Make an exact copy of the entries below and leave any picture out of it.

INPUT MATERIAL section start

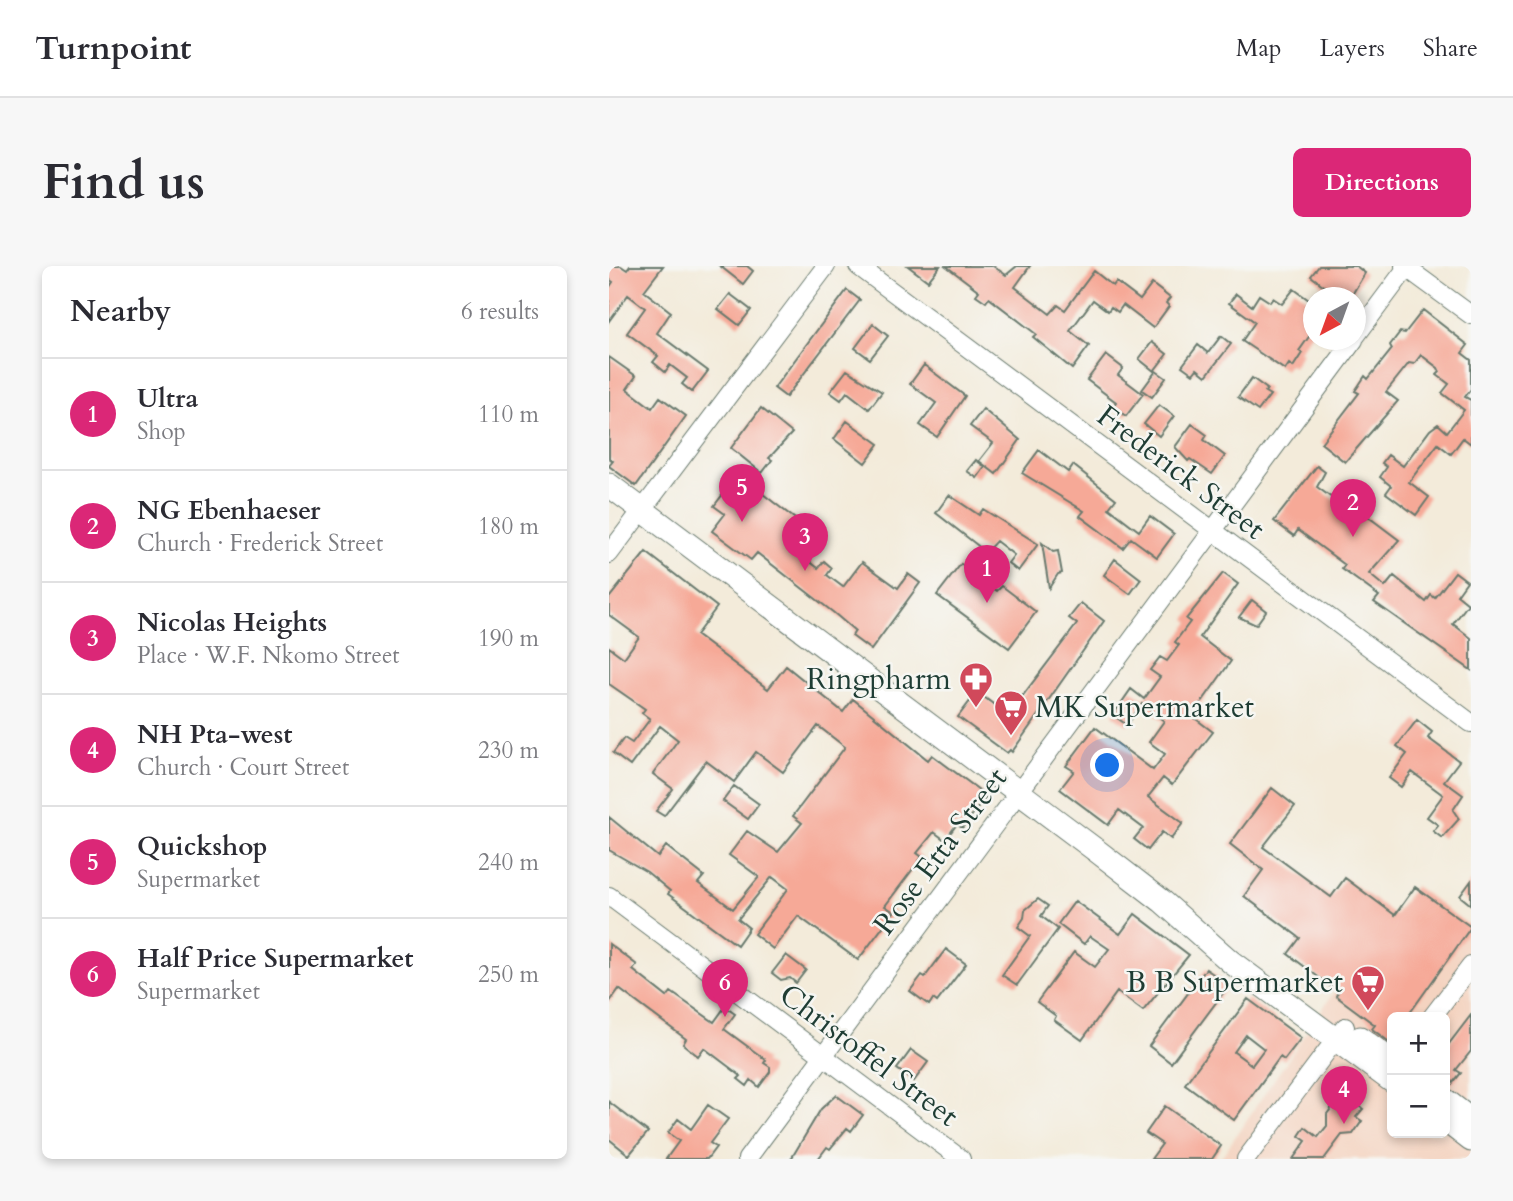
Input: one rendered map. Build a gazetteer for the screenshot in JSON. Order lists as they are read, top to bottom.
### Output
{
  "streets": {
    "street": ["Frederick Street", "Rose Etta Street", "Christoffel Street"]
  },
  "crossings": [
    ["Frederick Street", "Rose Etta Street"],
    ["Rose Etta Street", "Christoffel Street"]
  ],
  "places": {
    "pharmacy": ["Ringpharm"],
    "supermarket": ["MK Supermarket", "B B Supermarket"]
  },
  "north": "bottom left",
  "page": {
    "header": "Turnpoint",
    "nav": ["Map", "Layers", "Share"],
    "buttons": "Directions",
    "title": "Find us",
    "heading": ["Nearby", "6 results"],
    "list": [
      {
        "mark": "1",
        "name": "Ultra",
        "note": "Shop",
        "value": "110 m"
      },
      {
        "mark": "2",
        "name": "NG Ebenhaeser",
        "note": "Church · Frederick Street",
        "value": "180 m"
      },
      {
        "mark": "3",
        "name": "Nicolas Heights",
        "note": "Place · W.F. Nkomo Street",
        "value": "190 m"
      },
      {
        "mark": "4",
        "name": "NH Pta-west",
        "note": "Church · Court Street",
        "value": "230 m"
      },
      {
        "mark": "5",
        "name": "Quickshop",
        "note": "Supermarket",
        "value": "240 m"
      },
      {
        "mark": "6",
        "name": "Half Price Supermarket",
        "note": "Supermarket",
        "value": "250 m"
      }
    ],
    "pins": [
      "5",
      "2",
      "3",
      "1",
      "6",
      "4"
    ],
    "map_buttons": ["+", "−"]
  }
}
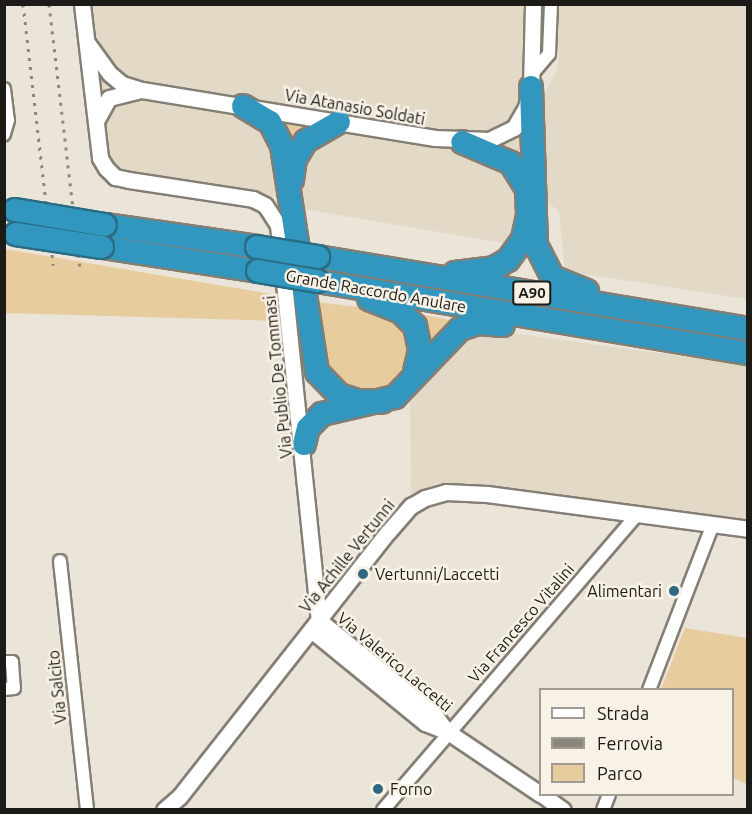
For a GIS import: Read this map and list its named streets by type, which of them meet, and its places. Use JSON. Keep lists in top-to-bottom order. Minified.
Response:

INPUT MATERIAL section end

* _RESPONSE TO THE EXERCISE_:
Input: one rendered map. Build a gazetteer for the screenshot in JSON. Order lists as they are read, top to bottom.
### Output
{
  "streets": {
    "street": ["Frederick Street", "Rose Etta Street", "Christoffel Street"]
  },
  "crossings": [
    ["Frederick Street", "Rose Etta Street"],
    ["Rose Etta Street", "Christoffel Street"]
  ],
  "places": {
    "pharmacy": ["Ringpharm"],
    "supermarket": ["MK Supermarket", "B B Supermarket"]
  },
  "north": "bottom left",
  "page": {
    "header": "Turnpoint",
    "nav": ["Map", "Layers", "Share"],
    "buttons": "Directions",
    "title": "Find us",
    "heading": ["Nearby", "6 results"],
    "list": [
      {
        "mark": "1",
        "name": "Ultra",
        "note": "Shop",
        "value": "110 m"
      },
      {
        "mark": "2",
        "name": "NG Ebenhaeser",
        "note": "Church · Frederick Street",
        "value": "180 m"
      },
      {
        "mark": "3",
        "name": "Nicolas Heights",
        "note": "Place · W.F. Nkomo Street",
        "value": "190 m"
      },
      {
        "mark": "4",
        "name": "NH Pta-west",
        "note": "Church · Court Street",
        "value": "230 m"
      },
      {
        "mark": "5",
        "name": "Quickshop",
        "note": "Supermarket",
        "value": "240 m"
      },
      {
        "mark": "6",
        "name": "Half Price Supermarket",
        "note": "Supermarket",
        "value": "250 m"
      }
    ],
    "pins": [
      "5",
      "2",
      "3",
      "1",
      "6",
      "4"
    ],
    "map_buttons": ["+", "−"]
  }
}
For a GIS import: Read this map and list its named streets by type, which of them meet, and its places. Use JSON. Keep lists in top-to-bottom order. Minified.
Response:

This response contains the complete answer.